◆ **Aim of the task**
Reproduce the listing below word for word, with no pictures.

◆ **Source data**
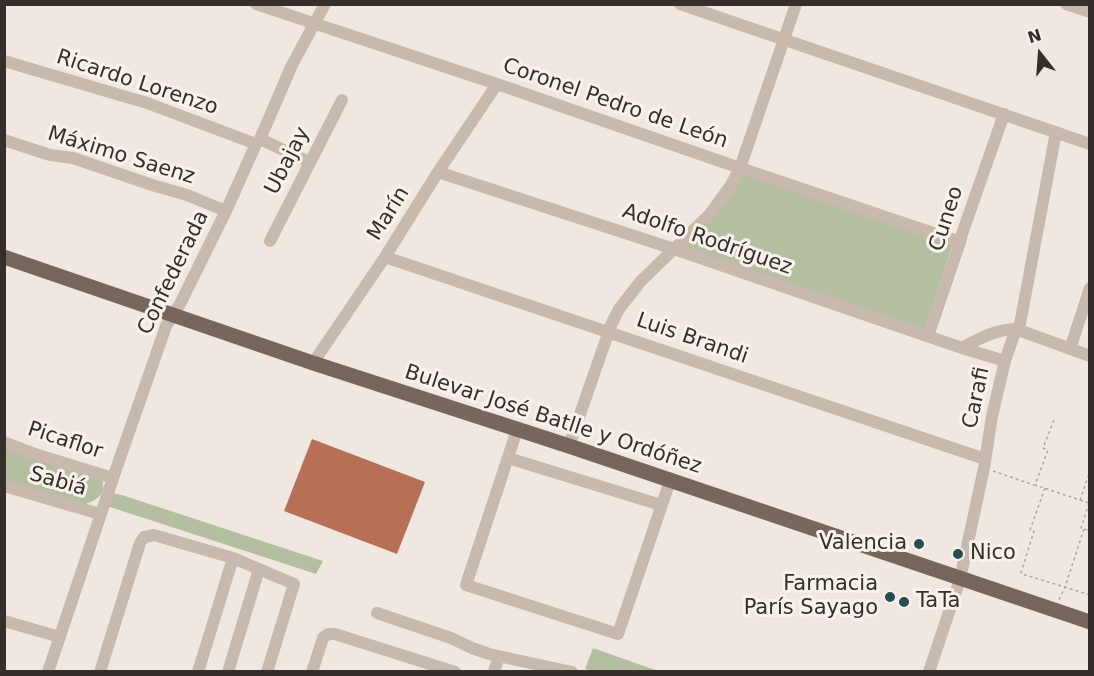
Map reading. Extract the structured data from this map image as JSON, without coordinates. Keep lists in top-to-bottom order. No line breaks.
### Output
{"streets":{"main road":["Bulevar José Batlle y Ordóñez"],"street":["Ricardo Lorenzo","Coronel Pedro de León","Máximo Saenz","Ubajay","Marín","Cuneo","Adolfo Rodríguez","Confederada","Luis Brandi","Carafi","Picaflor","Sabiá"]},"crossings":[["Ricardo Lorenzo","Ubajay"],["Ricardo Lorenzo","Confederada"],["Coronel Pedro de León","Marín"],["Coronel Pedro de León","Cuneo"],["Coronel Pedro de León","Confederada"],["Máximo Saenz","Confederada"],["Marín","Adolfo Rodríguez"],["Marín","Luis Brandi"],["Marín","Bulevar José Batlle y Ordóñez"],["Cuneo","Adolfo Rodríguez"],["Adolfo Rodríguez","Carafi"],["Confederada","Bulevar José Batlle y Ordóñez"],["Confederada","Picaflor"],["Confederada","Sabiá"],["Luis Brandi","Carafi"],["Carafi","Bulevar José Batlle y Ordóñez"]],"places":["Valencia","Nico","Farmacia París Sayago","TaTa"],"north":"top"}
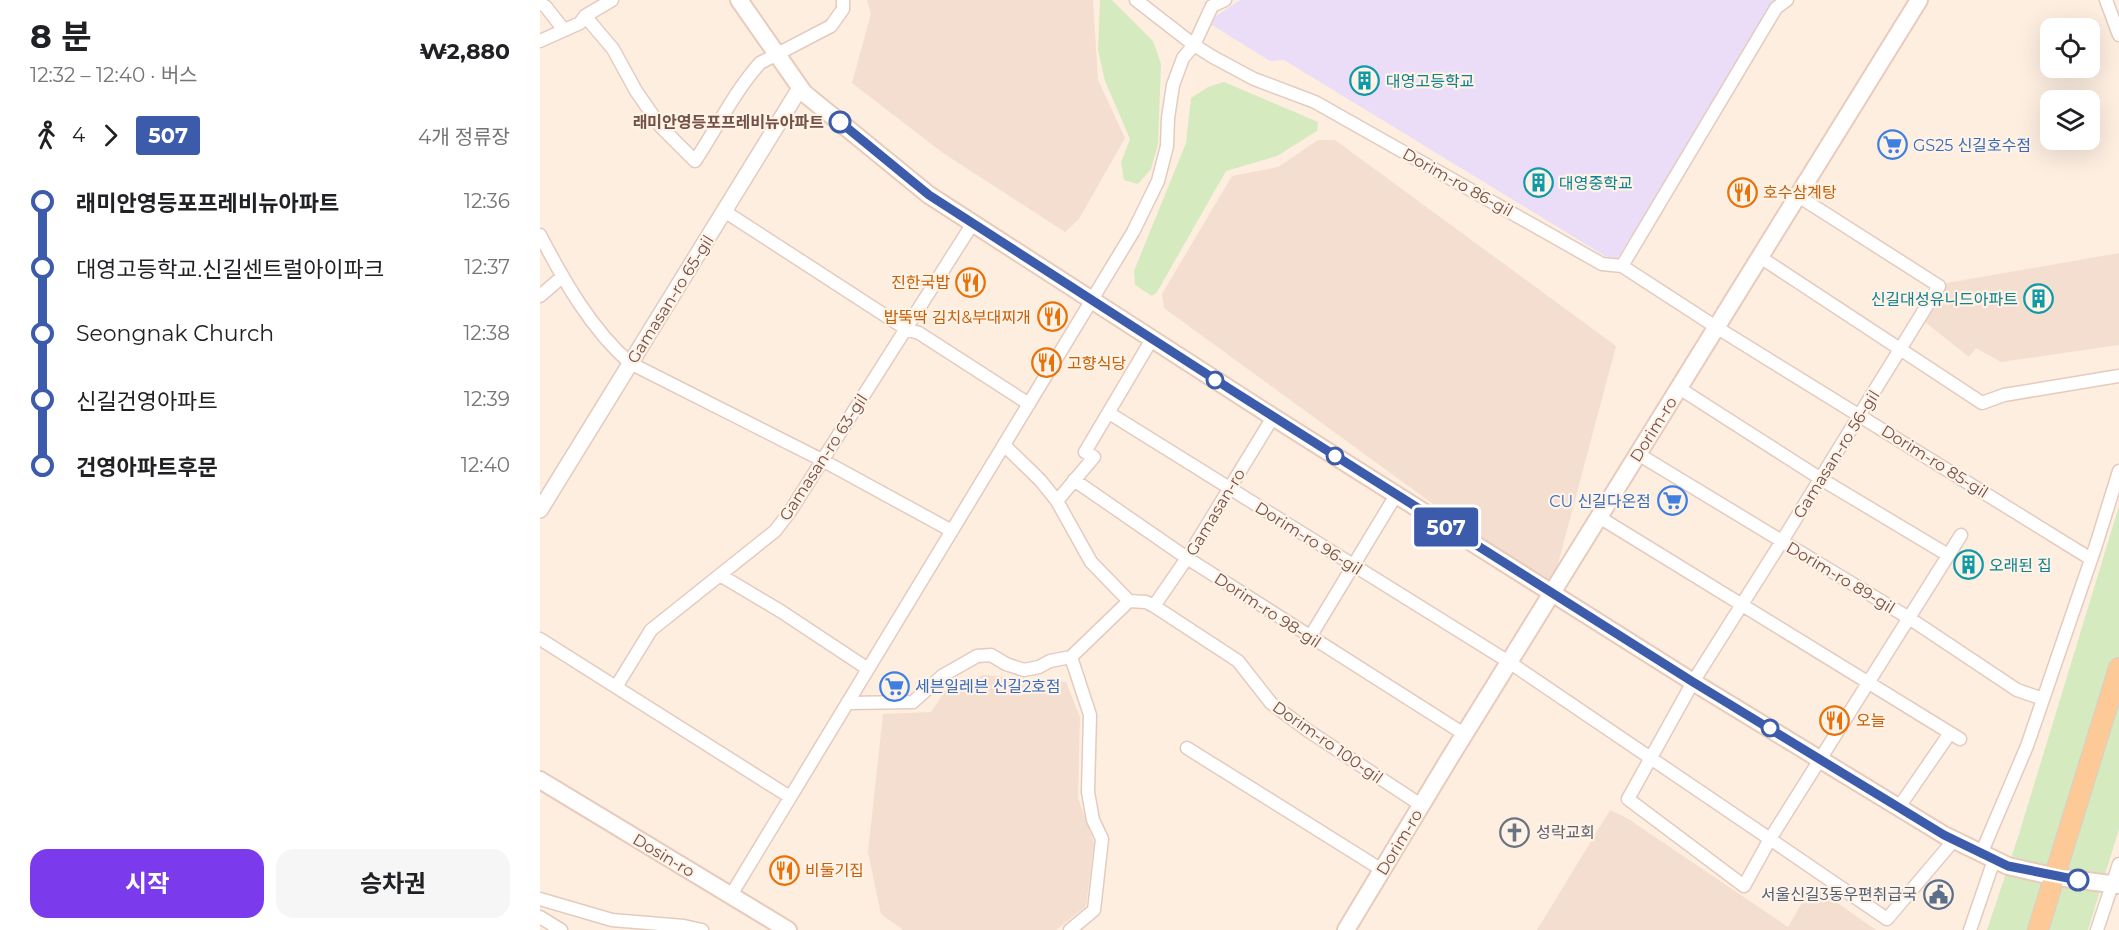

◆ **Solution to this problem**
Map reading. Extract the structured data from this map image as JSON, without coordinates. Keep lists in top-to-bottom order. No line breaks.
### Output
{"streets":{"main road":["Bulevar José Batlle y Ordóñez"],"street":["Ricardo Lorenzo","Coronel Pedro de León","Máximo Saenz","Ubajay","Marín","Cuneo","Adolfo Rodríguez","Confederada","Luis Brandi","Carafi","Picaflor","Sabiá"]},"crossings":[["Ricardo Lorenzo","Ubajay"],["Ricardo Lorenzo","Confederada"],["Coronel Pedro de León","Marín"],["Coronel Pedro de León","Cuneo"],["Coronel Pedro de León","Confederada"],["Máximo Saenz","Confederada"],["Marín","Adolfo Rodríguez"],["Marín","Luis Brandi"],["Marín","Bulevar José Batlle y Ordóñez"],["Cuneo","Adolfo Rodríguez"],["Adolfo Rodríguez","Carafi"],["Confederada","Bulevar José Batlle y Ordóñez"],["Confederada","Picaflor"],["Confederada","Sabiá"],["Luis Brandi","Carafi"],["Carafi","Bulevar José Batlle y Ordóñez"]],"places":["Valencia","Nico","Farmacia París Sayago","TaTa"],"north":"top"}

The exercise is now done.